◆ TASK ITEM
Look through the material below, count the lines containing the word "Поделиться", and state only the count.

────────────────────

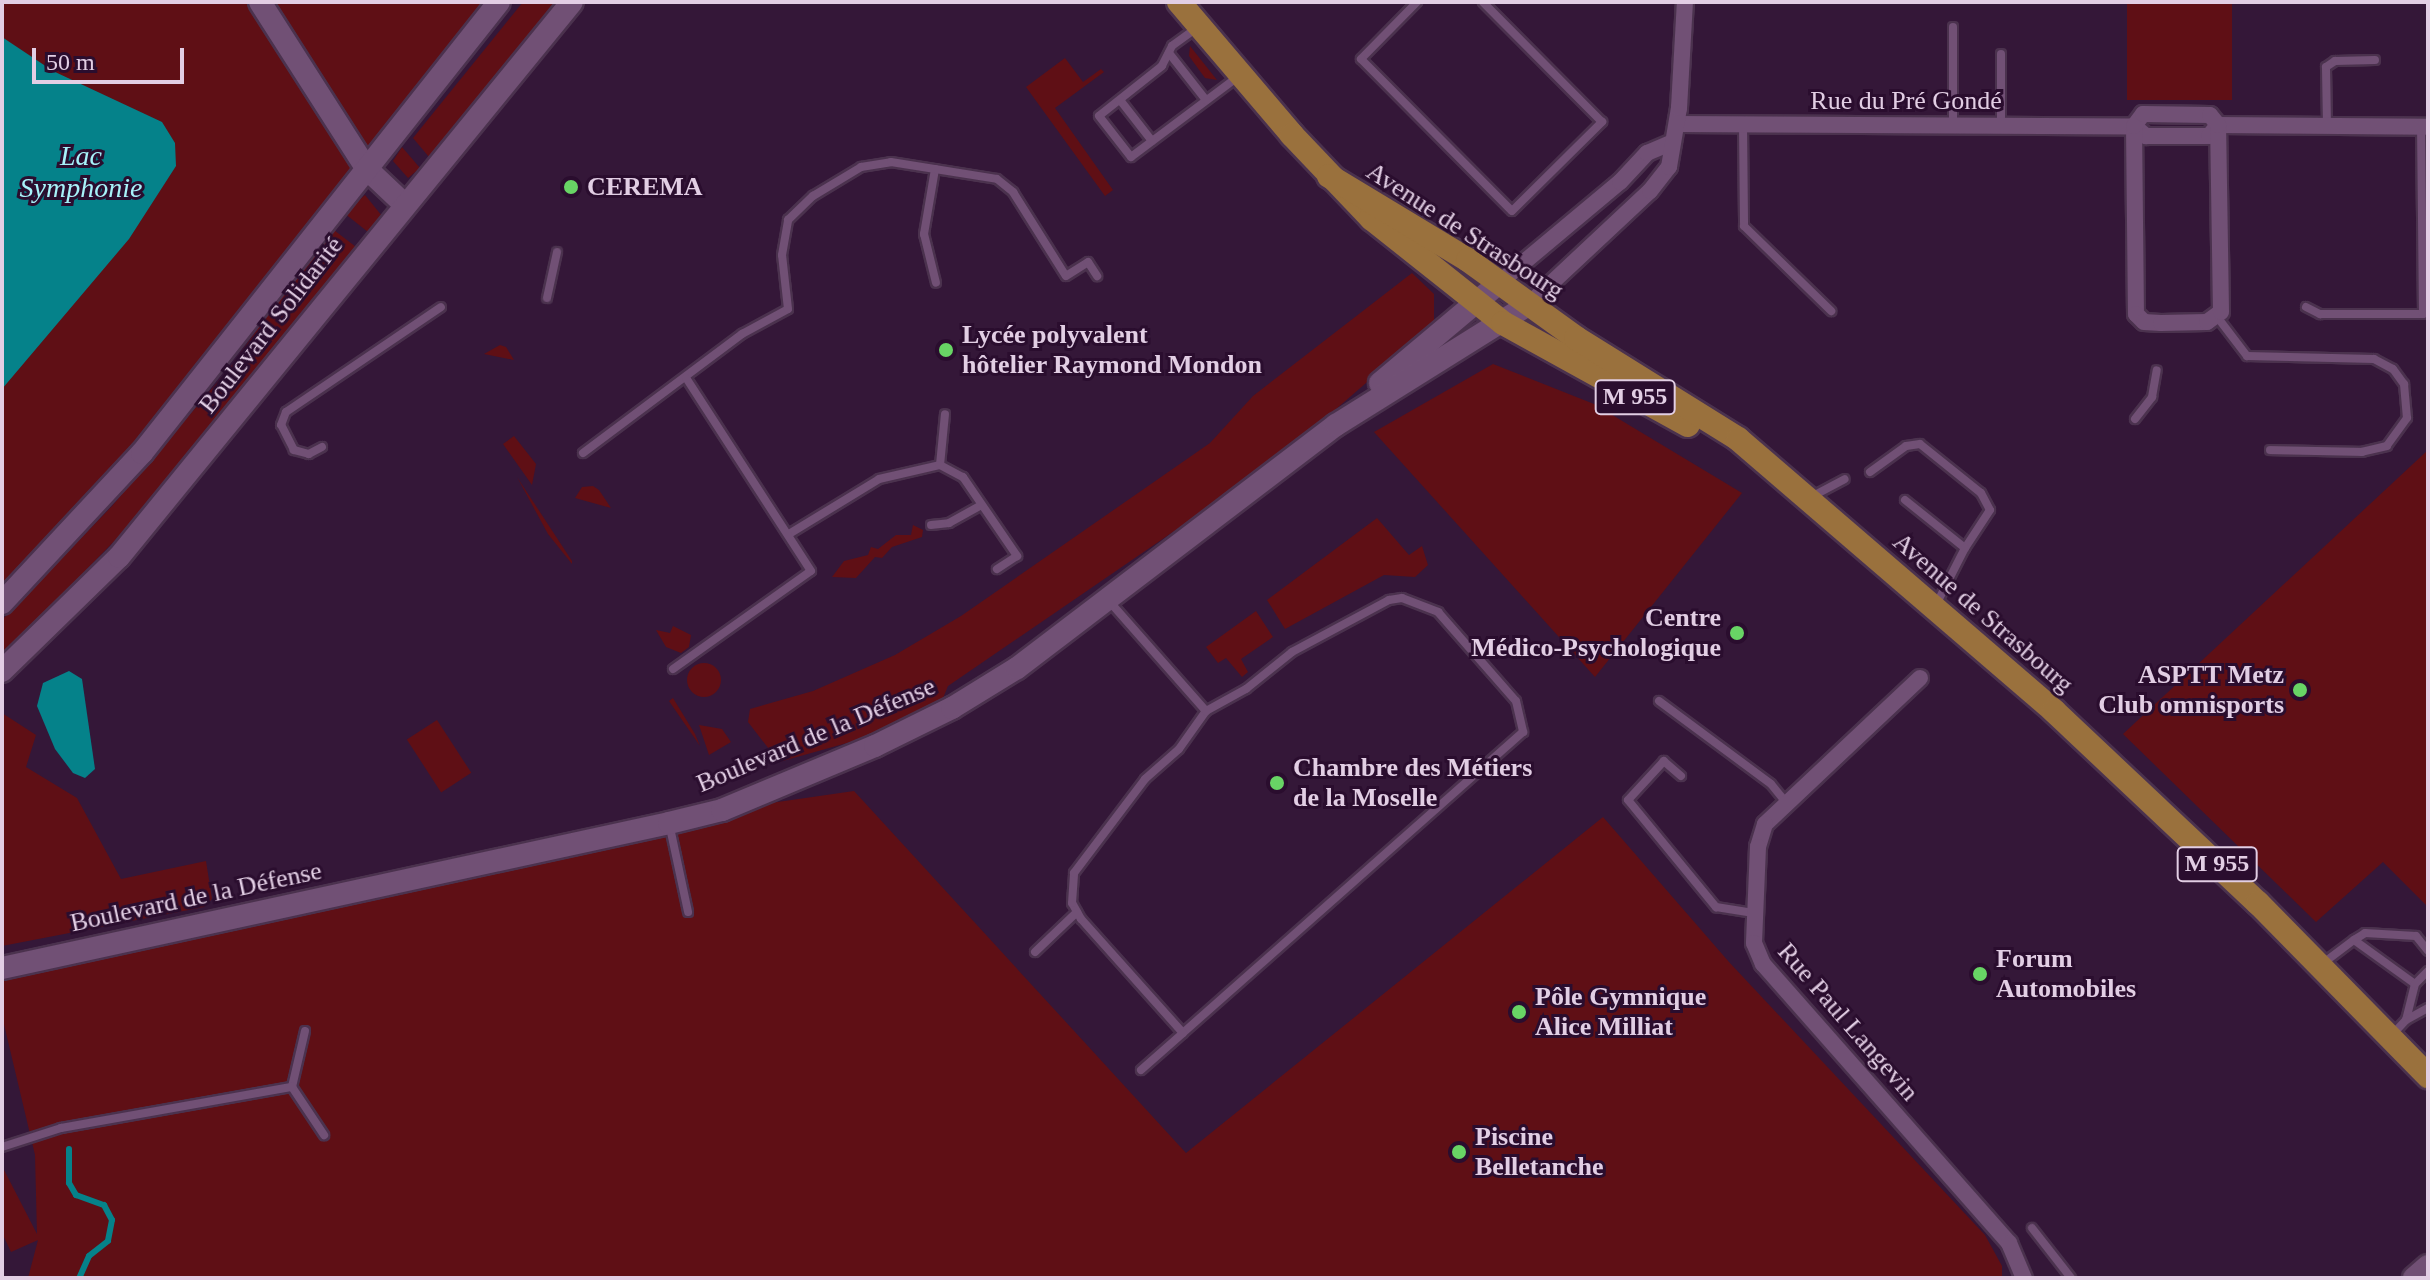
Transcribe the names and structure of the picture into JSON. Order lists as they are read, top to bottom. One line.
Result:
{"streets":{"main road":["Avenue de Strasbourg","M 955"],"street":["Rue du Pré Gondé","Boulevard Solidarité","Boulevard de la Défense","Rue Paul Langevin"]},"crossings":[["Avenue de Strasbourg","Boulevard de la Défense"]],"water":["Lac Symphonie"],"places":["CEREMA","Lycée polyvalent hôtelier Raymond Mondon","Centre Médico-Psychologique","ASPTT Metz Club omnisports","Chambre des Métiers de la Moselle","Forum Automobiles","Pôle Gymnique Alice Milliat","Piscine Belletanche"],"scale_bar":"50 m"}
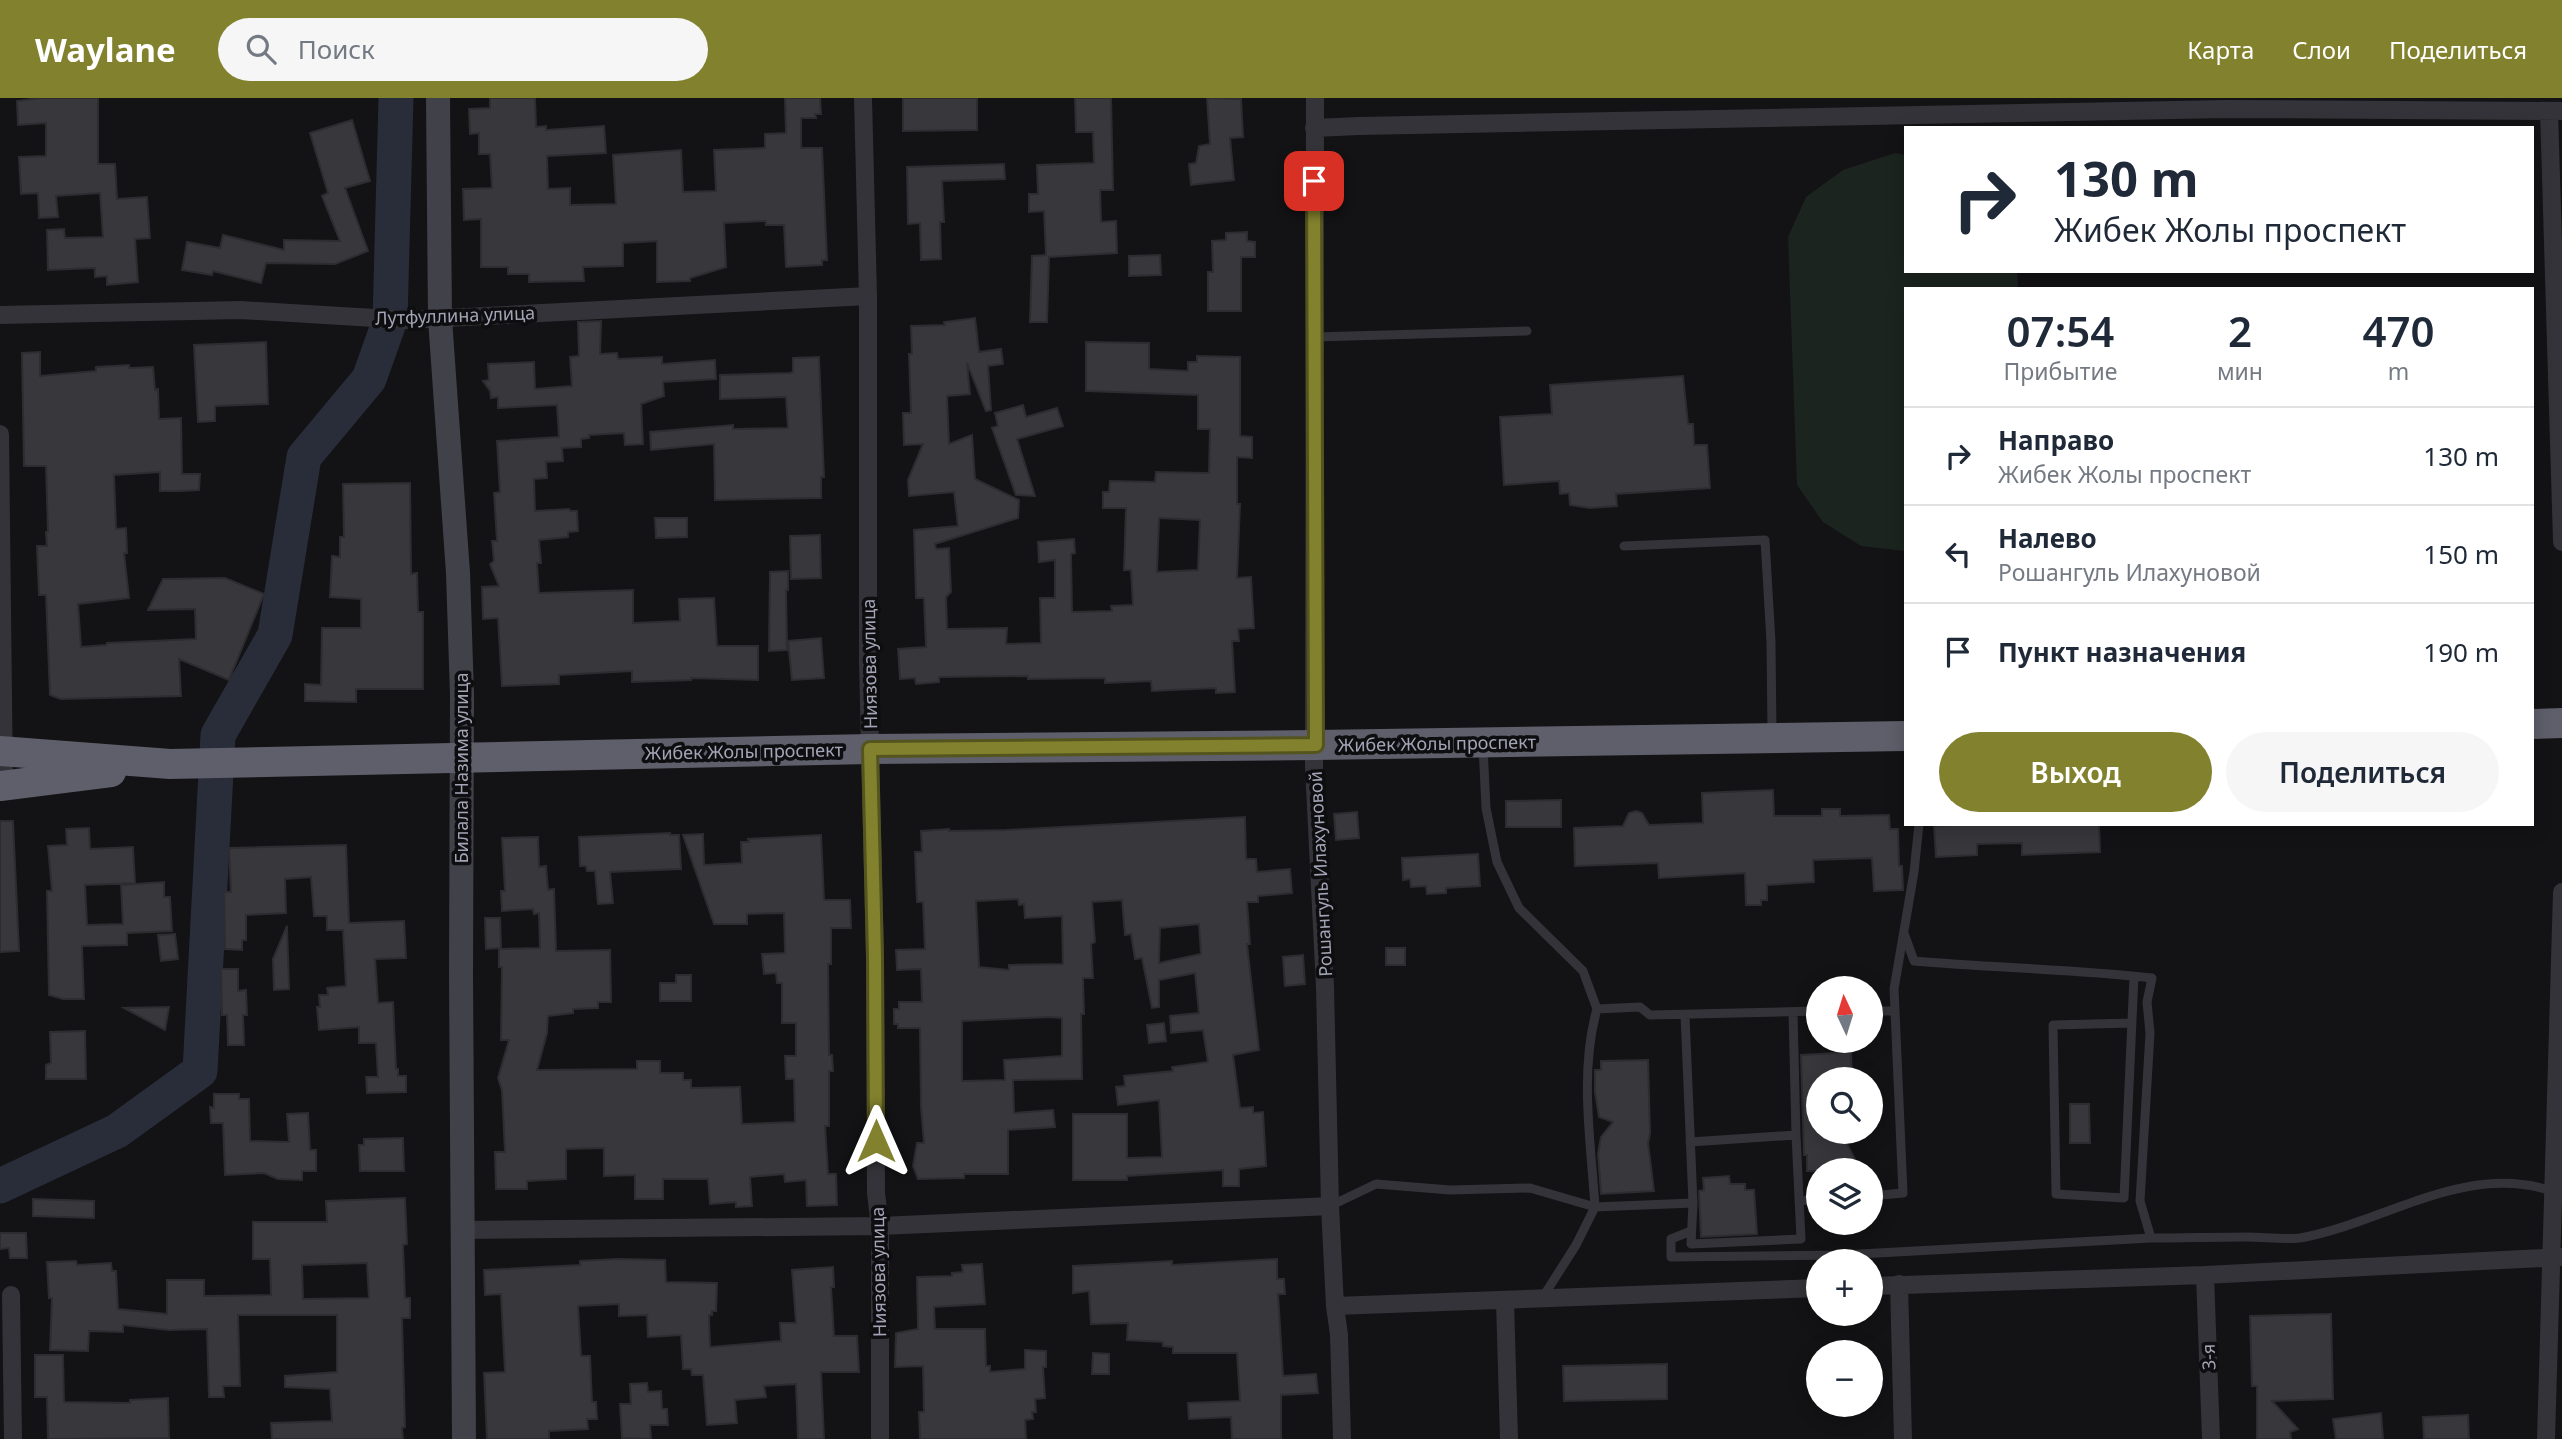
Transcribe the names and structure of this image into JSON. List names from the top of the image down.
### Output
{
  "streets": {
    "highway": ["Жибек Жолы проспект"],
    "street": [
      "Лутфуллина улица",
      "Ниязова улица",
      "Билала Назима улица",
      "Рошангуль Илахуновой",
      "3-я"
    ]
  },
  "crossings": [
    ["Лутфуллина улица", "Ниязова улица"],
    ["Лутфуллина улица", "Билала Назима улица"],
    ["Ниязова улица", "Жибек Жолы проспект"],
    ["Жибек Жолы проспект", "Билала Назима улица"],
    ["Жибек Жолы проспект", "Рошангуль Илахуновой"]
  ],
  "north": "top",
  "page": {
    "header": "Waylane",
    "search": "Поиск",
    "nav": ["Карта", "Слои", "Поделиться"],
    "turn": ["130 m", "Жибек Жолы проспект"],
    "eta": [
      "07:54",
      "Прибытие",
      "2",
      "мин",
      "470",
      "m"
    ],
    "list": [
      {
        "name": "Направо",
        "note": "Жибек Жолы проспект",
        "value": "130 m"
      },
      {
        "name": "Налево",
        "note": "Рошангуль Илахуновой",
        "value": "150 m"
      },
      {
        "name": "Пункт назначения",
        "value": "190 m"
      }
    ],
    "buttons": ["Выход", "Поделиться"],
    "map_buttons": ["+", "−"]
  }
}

────────────────────

◆ ANSWER TO THE EXERCISE
2